● **What the task asks**: Your answer should consist only of the lines below from the one with "function fillPath(path, color)" through the one with "function drawText(font, color, halo, rows, align", copied exactly.
##### Data for this task
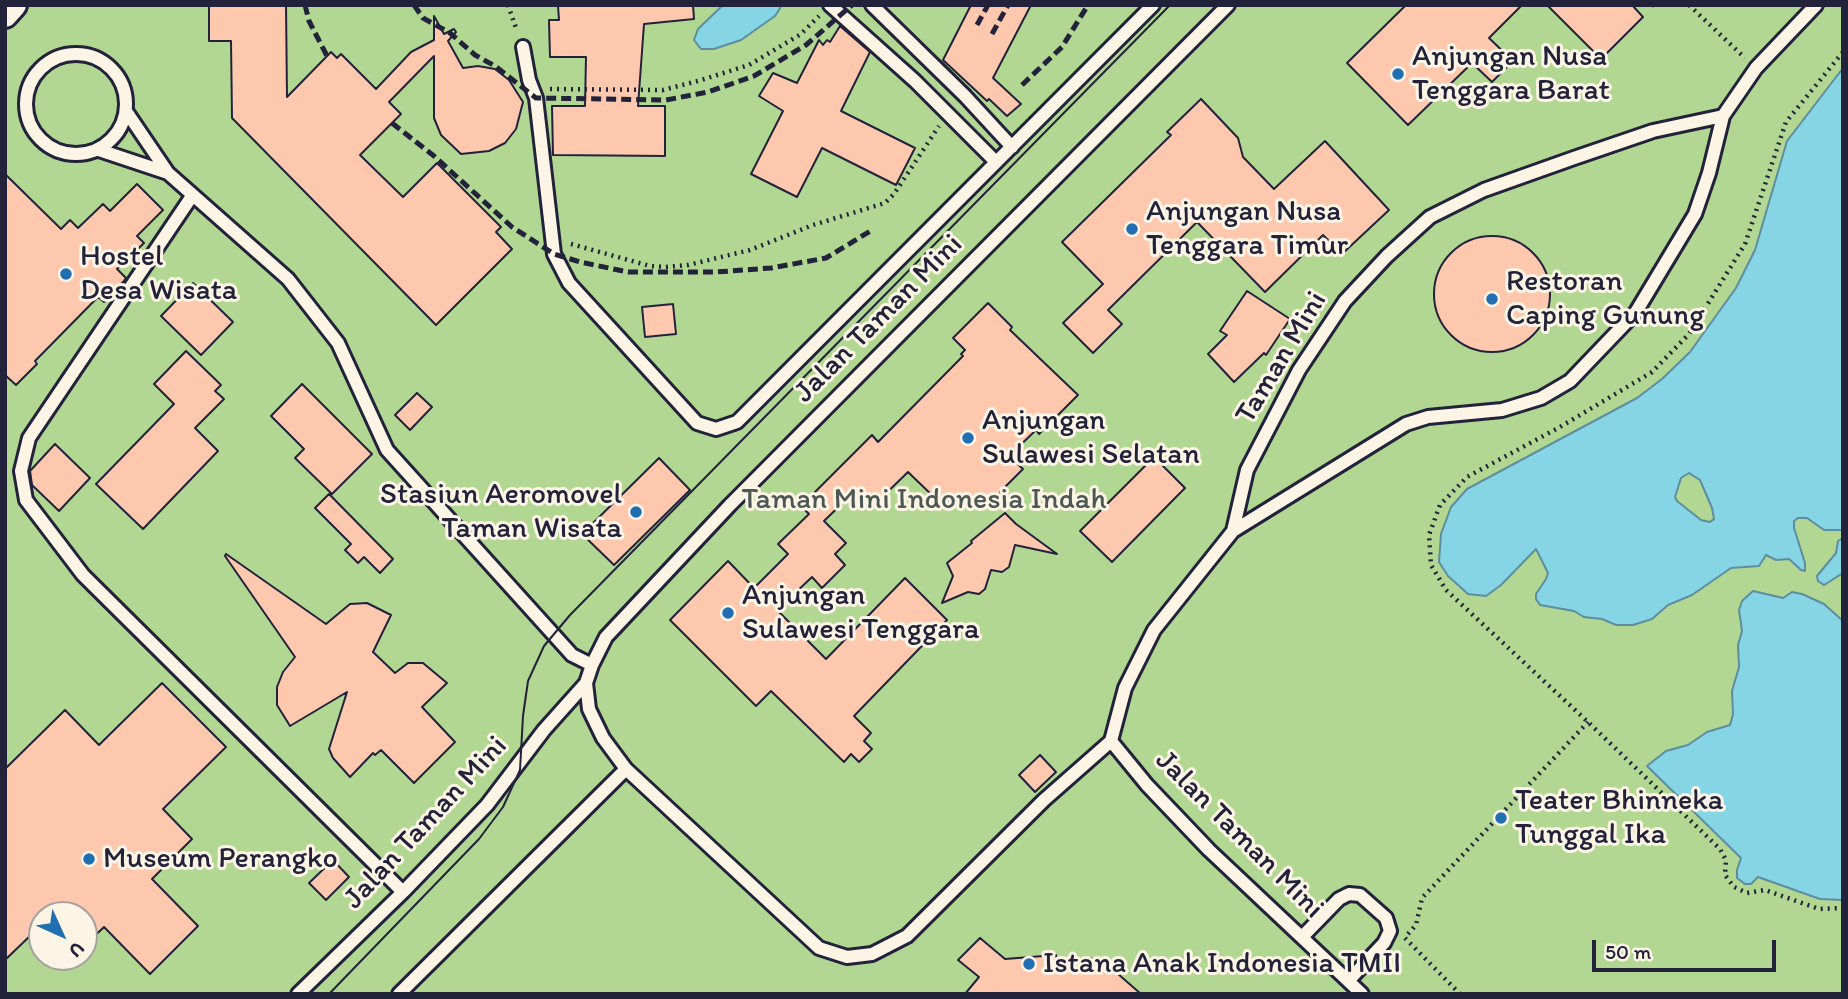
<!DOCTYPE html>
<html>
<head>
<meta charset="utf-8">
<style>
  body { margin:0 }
  #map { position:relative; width:1848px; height:999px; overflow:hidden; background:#fde8d5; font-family:Itim,sans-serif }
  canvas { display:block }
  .frame { position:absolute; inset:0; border:7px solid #22223b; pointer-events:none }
  .north { position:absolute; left:28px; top:901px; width:70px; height:70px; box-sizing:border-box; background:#fcf5e5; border:2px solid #a5a1a1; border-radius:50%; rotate:135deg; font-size:19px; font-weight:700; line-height:28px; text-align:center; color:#22223b }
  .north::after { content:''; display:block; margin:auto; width:24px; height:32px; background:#1f6fb2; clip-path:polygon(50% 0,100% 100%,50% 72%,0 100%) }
  .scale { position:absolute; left:1592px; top:940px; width:184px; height:32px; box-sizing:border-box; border:4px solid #22223b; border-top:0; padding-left:9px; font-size:21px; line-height:24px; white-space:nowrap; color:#22223b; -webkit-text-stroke:5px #fcf5e5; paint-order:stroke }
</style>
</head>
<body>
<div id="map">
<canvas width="1848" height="999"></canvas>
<div class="frame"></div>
<div class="north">U</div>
<div class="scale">50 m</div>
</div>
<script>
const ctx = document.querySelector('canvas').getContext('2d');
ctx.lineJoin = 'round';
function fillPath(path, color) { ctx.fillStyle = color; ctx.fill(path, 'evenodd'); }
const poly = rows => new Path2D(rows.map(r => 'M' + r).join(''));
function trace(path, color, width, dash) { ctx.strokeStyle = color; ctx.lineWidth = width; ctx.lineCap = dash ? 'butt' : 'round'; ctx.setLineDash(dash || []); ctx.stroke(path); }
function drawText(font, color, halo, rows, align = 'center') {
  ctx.font = font + ' Itim,sans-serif'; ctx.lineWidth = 6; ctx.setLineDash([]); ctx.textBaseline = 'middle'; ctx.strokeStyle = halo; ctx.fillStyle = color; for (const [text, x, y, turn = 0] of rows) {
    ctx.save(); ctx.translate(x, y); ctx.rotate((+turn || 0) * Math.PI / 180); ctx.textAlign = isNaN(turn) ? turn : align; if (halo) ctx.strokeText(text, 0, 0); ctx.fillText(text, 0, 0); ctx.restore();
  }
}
const green = poly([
  [8,5,1843,5,1843,994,5,994,5,9],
  [42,915,84,915,84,957,42,957]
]);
const water = poly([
  [723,5,782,5,775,16,741,40,714,49,701,49,694,40,698,29,723,5],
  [1843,68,1843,530,1824,530,1807,518,1798,518,1794,521,1794,528,1805,563,1805,571,1801,570,1789,559,1776,560,1766,555,1759,566,1731,568,1692,595,1668,605,1652,619,1633,625,1616,625,1602,619,1584,617,1574,611,1540,605,1536,599,1536,594,1546,579,1548,573,1536,549,1501,585,1486,596,1468,594,1448,576,1439,562,1441,534,1451,507,1467,489,1637,398,1662,379,1690,352,1736,288,1755,250,1787,141,1843,68],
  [1689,473,1700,480,1712,508,1714,519,1710,522,1701,520,1677,501,1675,497,1681,478,1689,473],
  [1843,538,1843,573,1824,585,1818,581,1817,576,1836,553,1838,541,1843,538],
  [1753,591,1783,598,1792,592,1802,594,1824,604,1843,621,1843,900,1820,899,1758,877,1751,884,1745,884,1737,878,1737,870,1741,858,1647,766,1666,751,1688,745,1707,732,1730,725,1733,714,1732,691,1739,667,1738,645,1742,631,1739,610,1742,601,1753,591]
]);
const building = poly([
  [209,5,286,5,287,97,331,52,337,58,341,54,376,89,411,52,434,40,434,16,444,34,454,29,456,32,448,41,463,68,478,66,495,69,509,80,523,102,516,129,505,143,489,151,461,154,441,135,434,118,434,56,389,102,401,114,360,155,403,197,437,163,501,227,496,232,512,249,436,325,232,118,231,41,209,41,209,5],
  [693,5,694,19,644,24,638,106,665,106,665,156,553,155,552,106,585,106,586,57,550,57,549,20,559,20,558,6,693,5],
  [971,5,1031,5,993,78,1021,104,1007,116,989,99,987,101,943,60,971,5],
  [1406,5,1522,5,1489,38,1513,61,1492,82,1472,63,1408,125,1347,63,1406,5],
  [1547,5,1632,5,1643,17,1601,59,1547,5],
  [840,26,870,52,841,111,915,148,896,185,822,148,797,197,751,174,783,111,759,96,773,73,797,83,819,40,823,45,827,40,830,42,840,26],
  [1201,99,1238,138,1243,157,1274,189,1325,141,1389,210,1342,254,1323,235,1265,292,1197,222,1108,310,1122,324,1093,353,1063,323,1103,284,1062,242,1171,135,1167,132,1201,99],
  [5,174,61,229,70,220,78,228,103,204,110,211,137,184,163,210,137,236,144,243,117,269,126,278,123,282,104,302,98,297,35,361,37,364,16,385,5,375,5,174],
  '1434 294a58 58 0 1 1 116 0a58 58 0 1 1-116 0Z',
  [193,283,233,322,201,355,161,316,193,283],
  [1247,291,1290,319,1266,355,1264,353,1234,382,1208,354,1227,335,1220,331,1247,291],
  [988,303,1012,327,1010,330,1078,395,1039,434,1036,430,1009,456,1023,469,1000,492,1006,507,936,499,908,472,873,506,856,490,824,521,846,543,835,554,845,565,822,588,812,577,777,610,826,659,905,578,947,620,854,716,871,733,864,741,872,749,859,762,851,754,844,762,771,691,756,706,670,620,728,561,754,588,788,554,778,544,809,514,801,506,872,435,878,442,963,356,961,354,965,350,953,338,988,303],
  [673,304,676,334,645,337,642,307,673,304],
  [186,351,221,385,215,391,224,399,195,428,218,451,143,529,96,484,174,404,154,384,186,351],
  [302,384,372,454,332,494,295,458,304,449,271,416,302,384],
  [417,393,432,407,410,430,395,415,417,393],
  [55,444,90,478,59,511,32,485,30,471,55,444],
  [1154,457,1185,488,1112,562,1080,531,1154,457],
  [659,458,690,490,614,565,582,534,659,458],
  [329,494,393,559,380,573,364,557,358,563,345,550,351,544,315,508,329,494],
  [1005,513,1016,524,1057,554,1015,545,1009,567,1002,572,991,570,985,589,979,594,968,592,942,603,953,576,947,563,972,543,971,541,1005,513],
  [226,554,326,624,350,604,367,603,391,615,373,652,395,673,408,663,423,663,447,683,422,707,455,742,414,783,381,750,375,755,373,753,350,777,333,758,329,749,347,692,290,726,277,705,277,687,283,672,295,657,225,556,226,554],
  [162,683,226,747,163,809,192,839,152,879,198,926,150,974,104,927,84,946,84,915,42,915,42,945,32,934,5,960,5,769,65,710,99,745,162,683],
  [1040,755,1056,772,1035,792,1019,775,1040,755],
  [333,860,349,877,326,900,309,883,333,860],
  [980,938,1005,959,1056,955,1057,960,1091,958,1101,970,1110,967,1141,994,965,994,979,977,958,960,980,938]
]);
const path = poly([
  [508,5,517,31],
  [1652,5,1658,5],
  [1689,5,1745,58],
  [1843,52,1786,122,1745,244,1689,334,1652,372,1560,427,1467,477,1440,505,1429,535,1431,565,1446,590,1588,722,1720,849,1726,860,1725,875,1734,887,1747,893,1765,890,1819,909,1843,908],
  [550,89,663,90,698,81,749,65,801,34,819,16],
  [571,244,650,266,665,267,688,265,750,250,813,225,885,203,894,194,939,126],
  [1408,934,1416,925,1422,898,1588,722],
  [1405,938,1460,994]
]);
const service = poly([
  [830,5,915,81,996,162],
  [872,5,965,96,1012,147],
  [523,47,529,80,536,98,554,254,569,283,697,423,716,429,737,422,1153,5],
  '26 104a50 50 0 1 1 100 0a50 50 0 1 1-100 0Z',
  [126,111,168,173,288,279,338,343,387,450,572,655,592,665],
  [99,150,168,173],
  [192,196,29,438,21,471,26,500,83,575,403,892],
  [1233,531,1247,470,1299,370,1345,301,1387,256,1430,217,1484,190,1574,158,1653,131,1723,116],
  [586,683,589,709,603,738,626,769,819,948,847,957,872,954,907,936,1044,800,1111,741],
  [1303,936,1339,899,1349,894,1360,895,1386,918,1390,931,1384,943,1349,980],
  [298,994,403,892,487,805,544,730,586,683,592,665,606,637,730,505,1228,5],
  [399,994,626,769],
  [1362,994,1209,850,1147,785,1111,741,1125,688,1154,630,1233,531,1406,424,1428,417,1502,410,1541,398,1570,381,1636,312,1695,214,1709,173,1723,116,1756,68,1816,5]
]);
const minor = poly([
  [5,15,14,5]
]);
const tram = poly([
  [329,994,479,839,503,807,520,770,523,716,528,681,544,646,570,615,1170,5]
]);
const rail = poly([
  [305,5,309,21,327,56],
  [414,5,423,18,450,33,475,55,495,66,536,98,666,100,708,92,754,76,806,45,852,5],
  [977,25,988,5],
  [992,34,1008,5],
  [1022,85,1062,47,1088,5],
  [392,123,434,156,512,227,554,254,580,262,628,272,716,272,771,268,826,258,872,230]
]);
const markers = [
  [1398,74,7,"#1f6fb2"],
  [1132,229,7,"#1f6fb2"],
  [66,274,7,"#1f6fb2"],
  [1492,299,7,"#1f6fb2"],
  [968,438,7,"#1f6fb2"],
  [636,512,7,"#1f6fb2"],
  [728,613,7,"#1f6fb2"],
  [1501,818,7,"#1f6fb2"],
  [89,859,7,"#1f6fb2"],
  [1029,964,7,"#1f6fb2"]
];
const poiNames = [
  ["Anjungan Nusa",1412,57],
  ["Tenggara Barat",1412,91],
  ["Anjungan Nusa",1146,212],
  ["Tenggara Timur",1146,246],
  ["Hostel",80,257],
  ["Desa Wisata",80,291],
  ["Restoran",1506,282],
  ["Caping Gunung",1506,316],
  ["Anjungan",982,421],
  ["Sulawesi Selatan",982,455],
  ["Stasiun Aeromovel",622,495,"right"],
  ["Taman Wisata",622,529,"right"],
  ["Anjungan",742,596],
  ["Sulawesi Tenggara",742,630],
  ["Teater Bhinneka",1515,801],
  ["Tunggal Ika",1515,835],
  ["Museum Perangko",103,859],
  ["Istana Anak Indonesia TMII",1043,964]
];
const streetNames = [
  ["Jalan Taman Mini",879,319,-45],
  ["Taman Mini",1282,358,-59],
  ["Jalan Taman Mini",426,823,-47],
  ["Jalan Taman Mini",1239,835,45]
];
const parkNames = [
  ["Taman Mini Indonesia Indah",924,500]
];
fillPath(green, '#b2d792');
fillPath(water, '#86d5e4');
trace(water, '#5e8da0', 2);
fillPath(building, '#fec8af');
trace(building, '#22223b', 2);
trace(service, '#22223b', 18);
trace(minor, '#22223b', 30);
trace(path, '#22223b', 4.5, [2, 5]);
trace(service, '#fcf5e5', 12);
trace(minor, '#fcf5e5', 24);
trace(tram, '#22223b', 2);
trace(rail, '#22223b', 5, [10, 5]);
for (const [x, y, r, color] of markers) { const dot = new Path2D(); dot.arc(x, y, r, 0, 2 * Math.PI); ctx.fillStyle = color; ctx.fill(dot); trace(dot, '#fcf5e5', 2.5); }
drawText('30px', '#22223b', '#fcf5e5', poiNames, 'left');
drawText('30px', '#22223b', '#fcf5e5', streetNames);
drawText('30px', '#4d5855', '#fcf5e5', parkNames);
</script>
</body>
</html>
##########
● **Answer section**:
function fillPath(path, color) { ctx.fillStyle = color; ctx.fill(path, 'evenodd'); }
const poly = rows => new Path2D(rows.map(r => 'M' + r).join(''));
function trace(path, color, width, dash) { ctx.strokeStyle = color; ctx.lineWidth = width; ctx.lineCap = dash ? 'butt' : 'round'; ctx.setLineDash(dash || []); ctx.stroke(path); }
function drawText(font, color, halo, rows, align = 'center') {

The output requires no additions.